I am are using the UFS Explorer Technician to work on a RAID recovery case from a QNAP NAS, which uses a custom QNAP-modified implementation of ZFS (QZFS). The storage system is composed of 10 4 terabyte disks, configured in a striped RAID layout. For analysis purposes, we created full sector-by-sector images of all drives. These images are currently stored across 4 destination disks, distributed in a way that avoids I/O bottlenecks.

Using these images, we manually assembled the RAID configuration multiple times, testing different layout parameters. In particular, we rebuilt the volume repeatedly while selecting different metaslab size values, testing all available options ranging from 2 GB up to 128 GB, in order to rule out alignment or space-allocation issues related to metaslab configuration. In all cases, regardless of the metaslab size selected, UFS Explorer Technician successfully assembles the RAID and presents the filesystem as healthy (green), with no reported filesystem inconsistencies.

We were able to successfully assemble and detect the volume structure; however, during the data extraction process, we are encountering consistent issues where multiple files — regardless of size, ranging from a few kilobytes up to very large multi-terabyte files (e.g., ~14 TB) — either cannot be copied at all or are copied only partially. This behavior remains unchanged regardless of the metaslab size selected during manual reconstruction, as the same results were observed across all tested values. At the same time, some large recovered files are fully functional, including video files in the tens of gigabytes range, and we were also able to successfully open a virtual disk image (QCOW2) of several hundred gigabytes, which indicates that the volume structure is at least partially consistent, while the issue appears to be more pronounced with very large and highly fragmented files.

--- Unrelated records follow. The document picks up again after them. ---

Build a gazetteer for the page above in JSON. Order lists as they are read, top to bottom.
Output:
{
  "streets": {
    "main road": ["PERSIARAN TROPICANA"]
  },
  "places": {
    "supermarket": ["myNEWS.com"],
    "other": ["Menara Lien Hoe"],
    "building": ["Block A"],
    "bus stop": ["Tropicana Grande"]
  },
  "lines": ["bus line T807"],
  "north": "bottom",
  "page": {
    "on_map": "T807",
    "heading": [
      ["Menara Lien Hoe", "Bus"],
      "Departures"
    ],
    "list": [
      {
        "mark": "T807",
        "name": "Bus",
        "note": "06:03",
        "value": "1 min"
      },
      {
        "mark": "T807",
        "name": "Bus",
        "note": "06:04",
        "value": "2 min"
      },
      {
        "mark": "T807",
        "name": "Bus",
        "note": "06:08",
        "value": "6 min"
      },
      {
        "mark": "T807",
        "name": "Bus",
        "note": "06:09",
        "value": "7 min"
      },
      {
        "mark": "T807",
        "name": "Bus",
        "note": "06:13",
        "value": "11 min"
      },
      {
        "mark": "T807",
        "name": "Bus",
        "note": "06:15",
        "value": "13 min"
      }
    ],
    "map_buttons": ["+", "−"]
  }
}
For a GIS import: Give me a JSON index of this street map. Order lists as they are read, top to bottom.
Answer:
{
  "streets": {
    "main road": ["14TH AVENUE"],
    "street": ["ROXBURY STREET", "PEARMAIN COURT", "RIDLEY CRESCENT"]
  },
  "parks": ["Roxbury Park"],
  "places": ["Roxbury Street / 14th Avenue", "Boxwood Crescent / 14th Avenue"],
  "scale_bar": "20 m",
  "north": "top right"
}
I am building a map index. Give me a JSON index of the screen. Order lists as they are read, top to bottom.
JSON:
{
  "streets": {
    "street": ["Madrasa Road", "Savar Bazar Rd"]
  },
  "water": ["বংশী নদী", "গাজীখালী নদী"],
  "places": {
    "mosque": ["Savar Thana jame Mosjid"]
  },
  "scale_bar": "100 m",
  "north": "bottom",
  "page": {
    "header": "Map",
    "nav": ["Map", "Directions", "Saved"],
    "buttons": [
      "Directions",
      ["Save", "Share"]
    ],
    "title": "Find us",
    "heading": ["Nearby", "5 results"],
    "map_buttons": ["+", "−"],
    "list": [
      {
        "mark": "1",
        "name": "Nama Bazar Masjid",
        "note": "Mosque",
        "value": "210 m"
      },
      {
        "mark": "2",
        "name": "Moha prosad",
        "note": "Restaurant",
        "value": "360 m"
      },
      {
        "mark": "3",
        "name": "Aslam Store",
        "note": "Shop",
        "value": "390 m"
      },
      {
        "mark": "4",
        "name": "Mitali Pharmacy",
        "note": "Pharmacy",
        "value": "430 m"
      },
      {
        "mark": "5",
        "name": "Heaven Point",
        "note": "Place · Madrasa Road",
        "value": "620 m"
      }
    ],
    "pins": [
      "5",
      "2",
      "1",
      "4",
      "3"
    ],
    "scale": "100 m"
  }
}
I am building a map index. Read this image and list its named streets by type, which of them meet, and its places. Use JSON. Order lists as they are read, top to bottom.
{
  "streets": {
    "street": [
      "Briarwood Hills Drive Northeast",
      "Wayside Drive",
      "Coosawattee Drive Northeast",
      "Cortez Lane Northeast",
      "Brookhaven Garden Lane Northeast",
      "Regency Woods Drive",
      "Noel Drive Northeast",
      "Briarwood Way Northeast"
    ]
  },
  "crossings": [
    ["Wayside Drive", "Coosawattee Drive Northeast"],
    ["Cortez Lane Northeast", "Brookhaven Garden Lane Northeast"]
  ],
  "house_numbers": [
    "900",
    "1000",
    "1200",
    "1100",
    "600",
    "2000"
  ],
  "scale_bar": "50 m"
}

As a final validation step to rule out any I/O bottleneck or performance-related limitation, we repeated the tests by working directly from the physical disks whenever possible. For a small number of problematic drives, we used sector-by-sector clones instead. In all scenarios, UFS Explorer Technician correctly detects the RAID and automatically assembles the volume, and the filesystem is consistently shown as healthy (green). This behavior remains the same whether working from disk images or physical disks, and regardless of the metaslab size selected during manual reconstruction. The results were identical during both the data extraction process and manual RAID assembly, which further suggests that the issue is not related to throughput, storage performance, image handling, or RAID detection itself.

Out of 30 terabytes of total data, only 5 TB has been copied successfully so far.

We would greatly appreciate any guidance on how to proceed in order to safely and completely extract the full dataset, with special attention to these very large virtual disk files, avoiding corruption or incomplete copies.

Thank you in advance for your support. We look forward to your insights.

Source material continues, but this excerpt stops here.